* DATA TO EXAMINE *
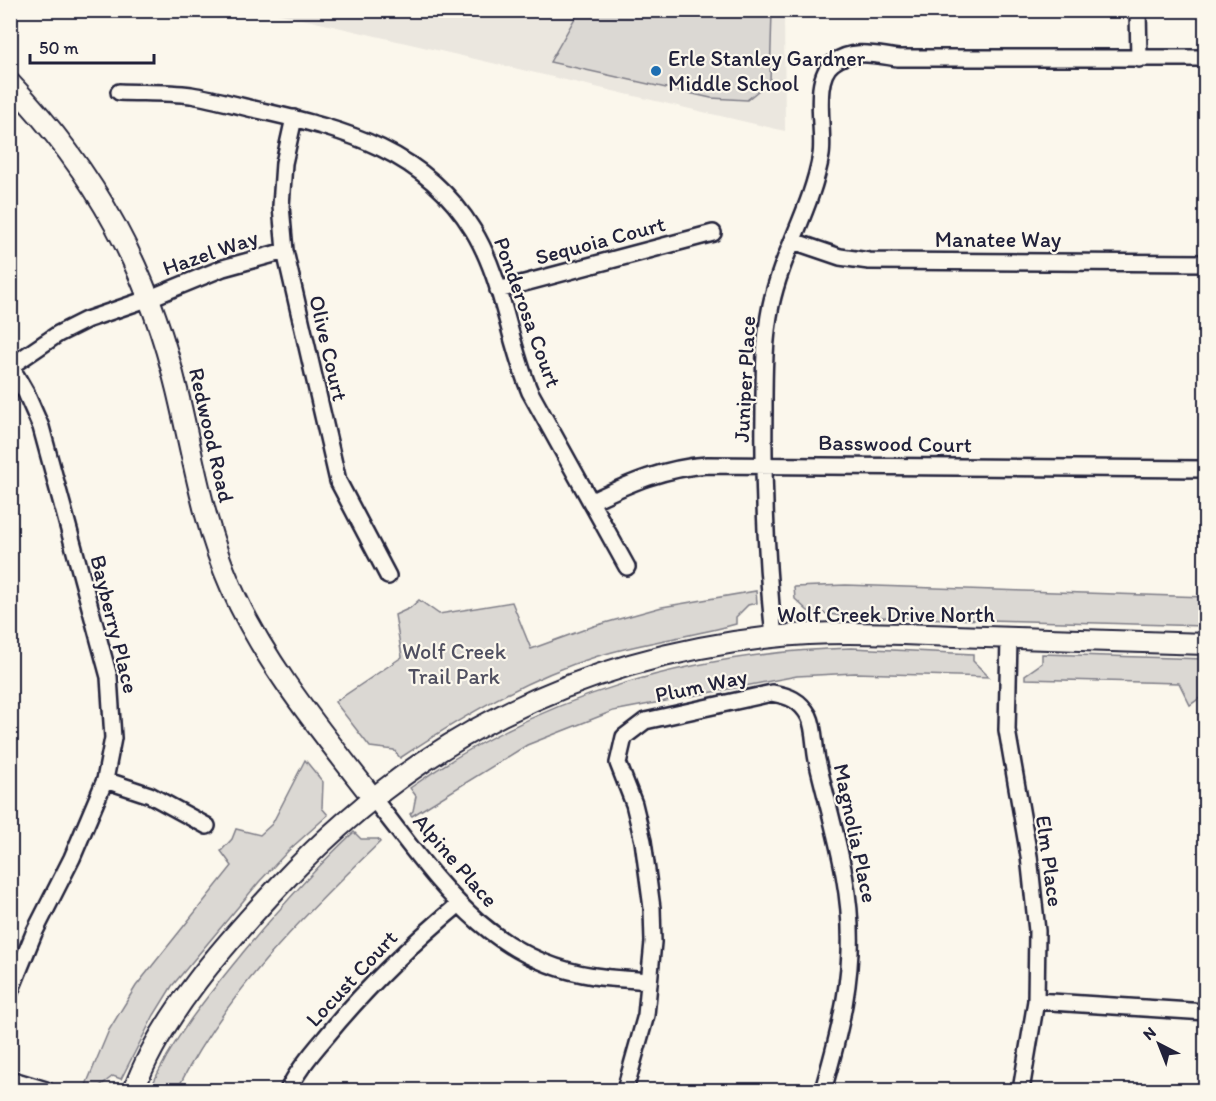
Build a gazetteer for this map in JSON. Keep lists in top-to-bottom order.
{
  "streets": {
    "street": [
      "Manatee Way",
      "Sequoia Court",
      "Hazel Way",
      "Ponderosa Court",
      "Olive Court",
      "Juniper Place",
      "Redwood Road",
      "Basswood Court",
      "Wolf Creek Drive North",
      "Bayberry Place",
      "Plum Way",
      "Magnolia Place",
      "Alpine Place",
      "Elm Place",
      "Locust Court"
    ]
  },
  "crossings": [
    ["Manatee Way", "Juniper Place"],
    ["Sequoia Court", "Ponderosa Court"],
    ["Hazel Way", "Olive Court"],
    ["Hazel Way", "Redwood Road"],
    ["Hazel Way", "Bayberry Place"],
    ["Ponderosa Court", "Olive Court"],
    ["Ponderosa Court", "Basswood Court"],
    ["Juniper Place", "Basswood Court"],
    ["Juniper Place", "Wolf Creek Drive North"],
    ["Redwood Road", "Wolf Creek Drive North"],
    ["Redwood Road", "Alpine Place"],
    ["Wolf Creek Drive North", "Alpine Place"],
    ["Wolf Creek Drive North", "Elm Place"],
    ["Plum Way", "Magnolia Place"],
    ["Plum Way", "Alpine Place"],
    ["Alpine Place", "Locust Court"]
  ],
  "parks": ["Wolf Creek Trail Park"],
  "places": ["Erle Stanley Gardner Middle School"],
  "scale_bar": "50 m",
  "north": "top left"
}
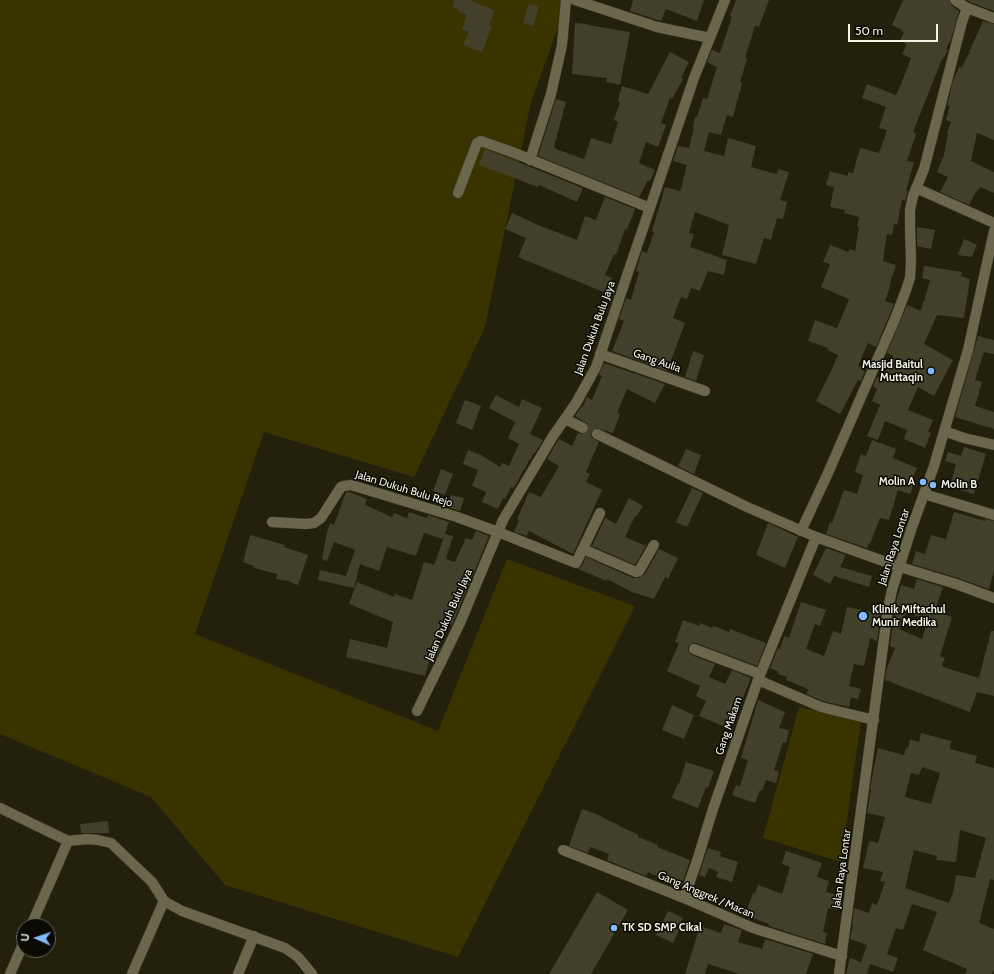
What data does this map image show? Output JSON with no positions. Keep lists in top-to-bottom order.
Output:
{
  "streets": {
    "street": [
      "Jalan Dukuh Bulu Jaya",
      "Gang Aulia",
      "Jalan Dukuh Bulu Rejo",
      "Jalan Raya Lontar",
      "Gang Makam",
      "Gang Anggrek / Macan"
    ]
  },
  "crossings": [
    ["Jalan Dukuh Bulu Jaya", "Gang Aulia"],
    ["Jalan Dukuh Bulu Jaya", "Jalan Dukuh Bulu Rejo"],
    ["Jalan Raya Lontar", "Gang Anggrek / Macan"],
    ["Gang Makam", "Gang Anggrek / Macan"]
  ],
  "places": [
    "Masjid Baitul Muttaqin",
    "Molin A",
    "Molin B",
    "Klinik Miftachul Munir Medika",
    "TK SD SMP Cikal"
  ],
  "scale_bar": "50 m",
  "north": "left"
}
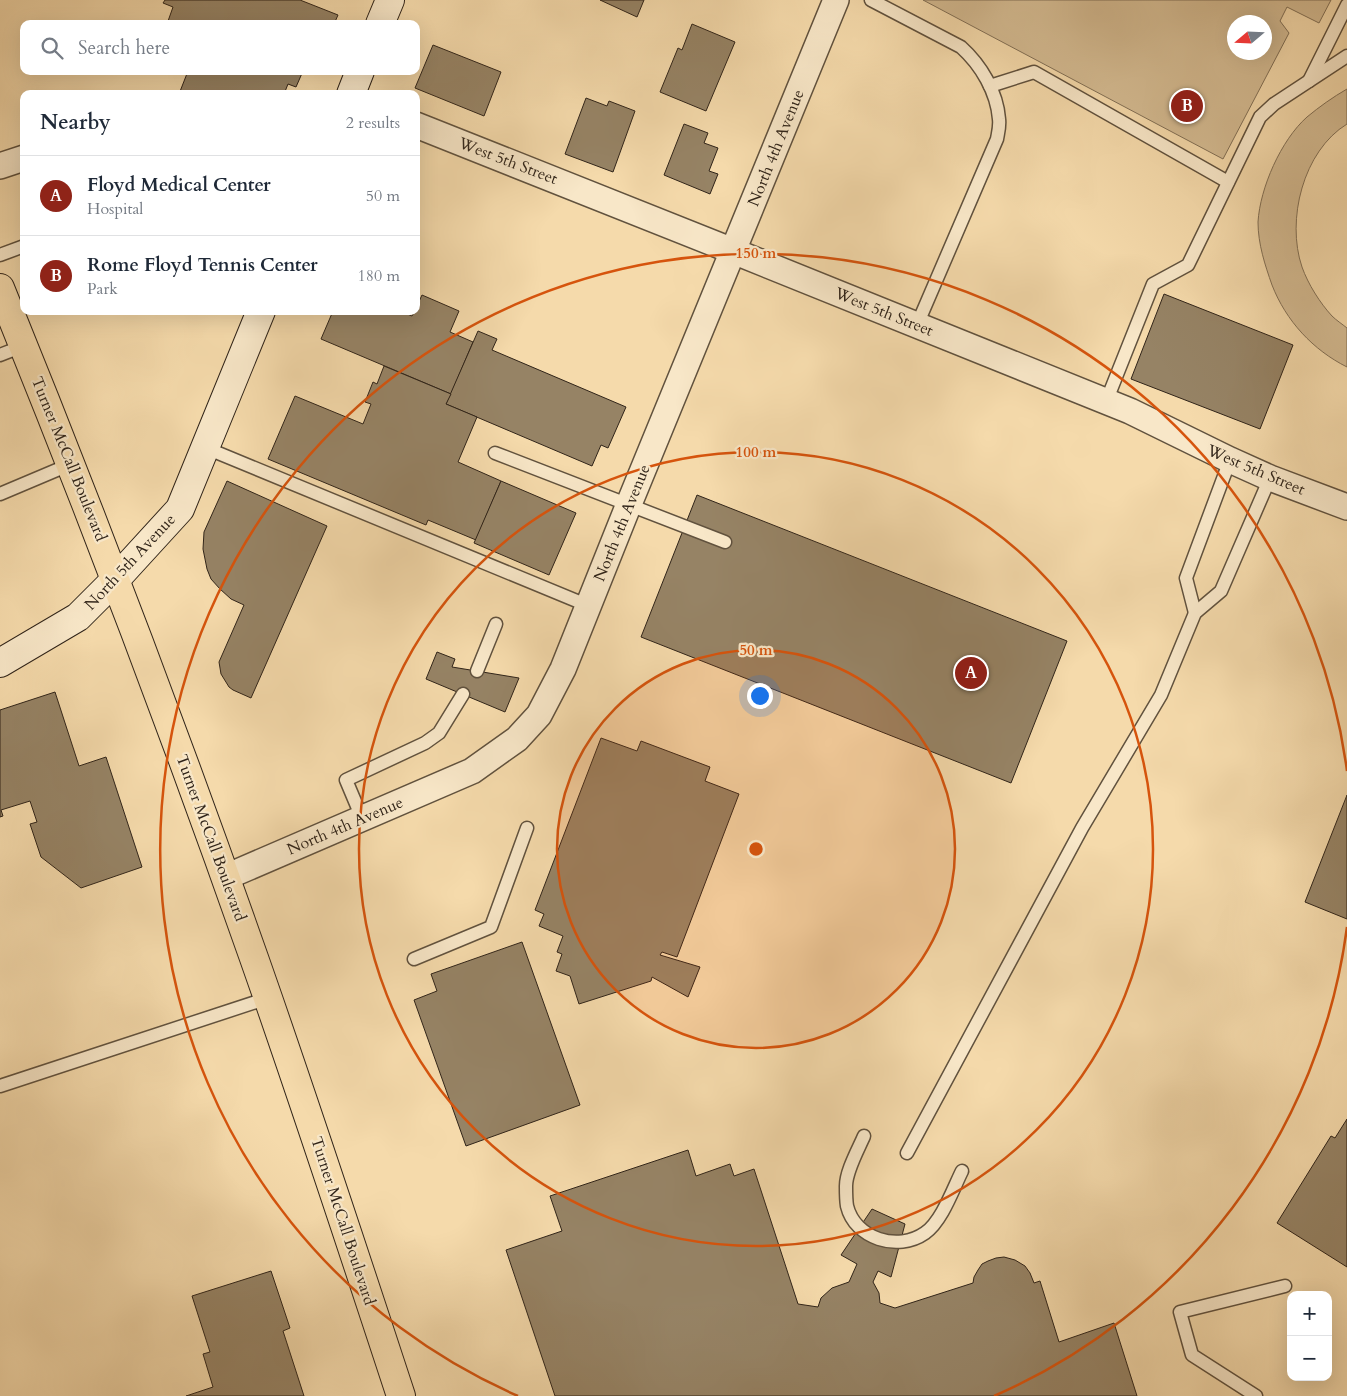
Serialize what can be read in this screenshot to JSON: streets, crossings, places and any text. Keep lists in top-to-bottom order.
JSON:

* WHAT YOU ARE ASKED TO DO *
If the data includes images, omit them, and set down everything else exactly as above.

* FINISHED TASK *
Build a gazetteer for this map in JSON. Keep lists in top-to-bottom order.
{
  "streets": {
    "street": [
      "Manatee Way",
      "Sequoia Court",
      "Hazel Way",
      "Ponderosa Court",
      "Olive Court",
      "Juniper Place",
      "Redwood Road",
      "Basswood Court",
      "Wolf Creek Drive North",
      "Bayberry Place",
      "Plum Way",
      "Magnolia Place",
      "Alpine Place",
      "Elm Place",
      "Locust Court"
    ]
  },
  "crossings": [
    ["Manatee Way", "Juniper Place"],
    ["Sequoia Court", "Ponderosa Court"],
    ["Hazel Way", "Olive Court"],
    ["Hazel Way", "Redwood Road"],
    ["Hazel Way", "Bayberry Place"],
    ["Ponderosa Court", "Olive Court"],
    ["Ponderosa Court", "Basswood Court"],
    ["Juniper Place", "Basswood Court"],
    ["Juniper Place", "Wolf Creek Drive North"],
    ["Redwood Road", "Wolf Creek Drive North"],
    ["Redwood Road", "Alpine Place"],
    ["Wolf Creek Drive North", "Alpine Place"],
    ["Wolf Creek Drive North", "Elm Place"],
    ["Plum Way", "Magnolia Place"],
    ["Plum Way", "Alpine Place"],
    ["Alpine Place", "Locust Court"]
  ],
  "parks": ["Wolf Creek Trail Park"],
  "places": ["Erle Stanley Gardner Middle School"],
  "scale_bar": "50 m",
  "north": "top left"
}
What data does this map image show? Output JSON with no positions. Keep lists in top-to-bottom order.
Output:
{
  "streets": {
    "street": [
      "Jalan Dukuh Bulu Jaya",
      "Gang Aulia",
      "Jalan Dukuh Bulu Rejo",
      "Jalan Raya Lontar",
      "Gang Makam",
      "Gang Anggrek / Macan"
    ]
  },
  "crossings": [
    ["Jalan Dukuh Bulu Jaya", "Gang Aulia"],
    ["Jalan Dukuh Bulu Jaya", "Jalan Dukuh Bulu Rejo"],
    ["Jalan Raya Lontar", "Gang Anggrek / Macan"],
    ["Gang Makam", "Gang Anggrek / Macan"]
  ],
  "places": [
    "Masjid Baitul Muttaqin",
    "Molin A",
    "Molin B",
    "Klinik Miftachul Munir Medika",
    "TK SD SMP Cikal"
  ],
  "scale_bar": "50 m",
  "north": "left"
}
Serialize what can be read in this screenshot to JSON: streets, crossings, places and any text. Keep lists in top-to-bottom order.
JSON:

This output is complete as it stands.